You might be thinking to yourself. Why worry about the big dangerous cats? Well, contrary to the reputation that mountain lions usually have, between the years 1986 and 2021, there have only been 12 mountain lion attacks on humans reported in Southern California. Los Angeles is said to be one of the only two major cities in the world where big wild cats roam freely. Besides, they’re living creatures too and play a part in the ecosystem.
Specialists have assessed that the mountain lion populace in the Santa Monica Mountains could become extinct within 50 years without an influx of genetic diversity. The lions are generally segregated because of the interstates that act as barriers to movement across the region.

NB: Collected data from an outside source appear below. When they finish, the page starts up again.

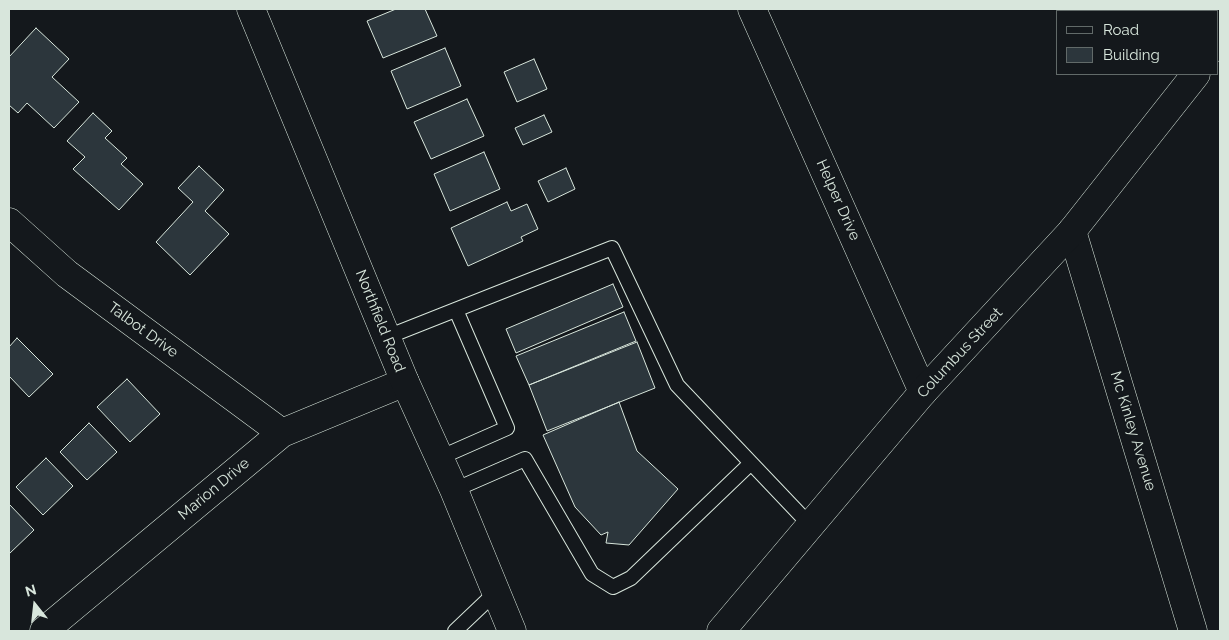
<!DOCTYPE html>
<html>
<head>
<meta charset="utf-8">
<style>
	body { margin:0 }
	#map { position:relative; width:1229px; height:640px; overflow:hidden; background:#14181c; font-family:Raleway,sans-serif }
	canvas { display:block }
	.frame { position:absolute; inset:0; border:10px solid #d8e6dc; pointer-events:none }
	.legend { position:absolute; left:1056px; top:10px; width:162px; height:65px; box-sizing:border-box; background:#14181c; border:1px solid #626a69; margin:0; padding:6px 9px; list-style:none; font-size:15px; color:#d8e6dc }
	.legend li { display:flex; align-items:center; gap:10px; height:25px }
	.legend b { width:25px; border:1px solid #626a69 }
	.north { position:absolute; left:10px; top:580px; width:50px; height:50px; -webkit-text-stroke:4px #14181c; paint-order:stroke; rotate:344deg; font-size:14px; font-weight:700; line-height:20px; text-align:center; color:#d8e6dc }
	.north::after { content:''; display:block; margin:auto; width:18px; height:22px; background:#d8e6dc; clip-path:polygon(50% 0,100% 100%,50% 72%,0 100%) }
</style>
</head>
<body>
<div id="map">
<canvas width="1229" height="640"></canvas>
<div class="frame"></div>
<ul class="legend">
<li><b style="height:6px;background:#14181c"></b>Road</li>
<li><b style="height:14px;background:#2c363c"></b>Building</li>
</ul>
<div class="north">N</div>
</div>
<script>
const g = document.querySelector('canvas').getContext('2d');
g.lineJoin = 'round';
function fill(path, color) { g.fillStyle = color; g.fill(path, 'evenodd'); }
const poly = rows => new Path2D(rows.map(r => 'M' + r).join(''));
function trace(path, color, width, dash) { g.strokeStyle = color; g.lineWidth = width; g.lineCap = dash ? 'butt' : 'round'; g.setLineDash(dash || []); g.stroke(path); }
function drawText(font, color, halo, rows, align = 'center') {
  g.font = font + ' Raleway,sans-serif'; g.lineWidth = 4; g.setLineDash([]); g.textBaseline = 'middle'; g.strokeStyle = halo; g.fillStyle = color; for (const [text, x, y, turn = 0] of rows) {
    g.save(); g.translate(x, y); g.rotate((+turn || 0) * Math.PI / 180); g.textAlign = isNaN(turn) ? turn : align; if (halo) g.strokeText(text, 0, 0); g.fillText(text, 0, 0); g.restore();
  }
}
const building = poly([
	[396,9,425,9,437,36,383,58,367,21,396,9],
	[36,28,69,59,52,77,79,102,54,128,27,103,18,113,9,105,9,57,36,28],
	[445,48,461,86,407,109,391,71,445,48],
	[534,59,547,89,517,102,504,72,534,59],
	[467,99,484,136,431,159,414,122,467,99],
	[93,113,112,131,105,138,127,158,121,164,143,184,119,210,73,169,85,157,67,141,93,113],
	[544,115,552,132,523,145,515,128,544,115],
	[484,152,500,189,450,211,434,174,484,152],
	[199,166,224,190,205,211,229,234,190,275,156,242,193,202,178,188,199,166],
	[566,168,575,189,548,202,538,181,566,168],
	[507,202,511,211,527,204,538,229,521,237,523,241,468,266,451,228,507,202],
	[613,284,623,307,516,353,506,329,613,284],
	[624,312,636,341,529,385,516,356,624,312],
	[17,338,53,374,29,397,9,376,9,347,17,338],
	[637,342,655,388,547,431,529,385,637,342],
	[127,379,160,414,130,442,97,407,127,379],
	[619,402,637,451,678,489,629,545,606,543,608,532,601,535,575,507,543,435,619,402],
	[89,423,117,452,87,480,60,452,89,423],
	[46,458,73,486,43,515,16,487,46,458],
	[9,504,34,530,9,554,9,504]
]);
fill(building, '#2c363c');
trace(building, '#d8e6dc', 1);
const lane = poly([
	[387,337,612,248,677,385,810,525],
	[439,458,507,428,456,310],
	[454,490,525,459,592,574,613,587,631,578,751,463],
	[455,631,496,592]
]);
const street = poly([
	[752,9,923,392],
	[1218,12,1220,18],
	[9,222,67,274,282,433],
	[1072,231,1193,631],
	[44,631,282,433,405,382]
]);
const secondary = poly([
	[1218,47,1220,43],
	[721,631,923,392,1072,231,1196,74]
]);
const primary = poly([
	[251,9,405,382,454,490,512,631]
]);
trace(lane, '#d8e6dc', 16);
trace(street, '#d8e6dc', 29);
trace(secondary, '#d8e6dc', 29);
trace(primary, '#d8e6dc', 29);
trace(lane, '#14181c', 14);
trace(street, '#14181c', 28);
trace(secondary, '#14181c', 28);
trace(primary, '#14181c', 28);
drawText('15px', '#d8e6dc', '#14181c', [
	["Helper Drive",838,200,66],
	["Northfield Road",380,321,68],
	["Talbot Drive",143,330,36],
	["Columbus Street",960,353,-47],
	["Mc Kinley Avenue",1133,431,73],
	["Marion Drive",214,489,-40]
]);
</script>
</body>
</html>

The intersection is named for the Annenberg Foundation, a significant monetary supporter to the cause. The effort is a public-private organization that includes Caltrans, the National Park Service, the Santa Monica Mountains Conservancy/Mountains Recreation and Conservation Authority, Resource Conservation District of the Santa Monica Mountains and the National Wildlife Federation.
The passageway is being created following 20 years of studies from the National Park Service that observed roads and urban development are dangerous for animals trying to navigate the Los Angeles area. Urban improvement has additionally created islands of habitats that can hereditary detach the region’s animals.
The design team is being driven by Living Habitats LLC.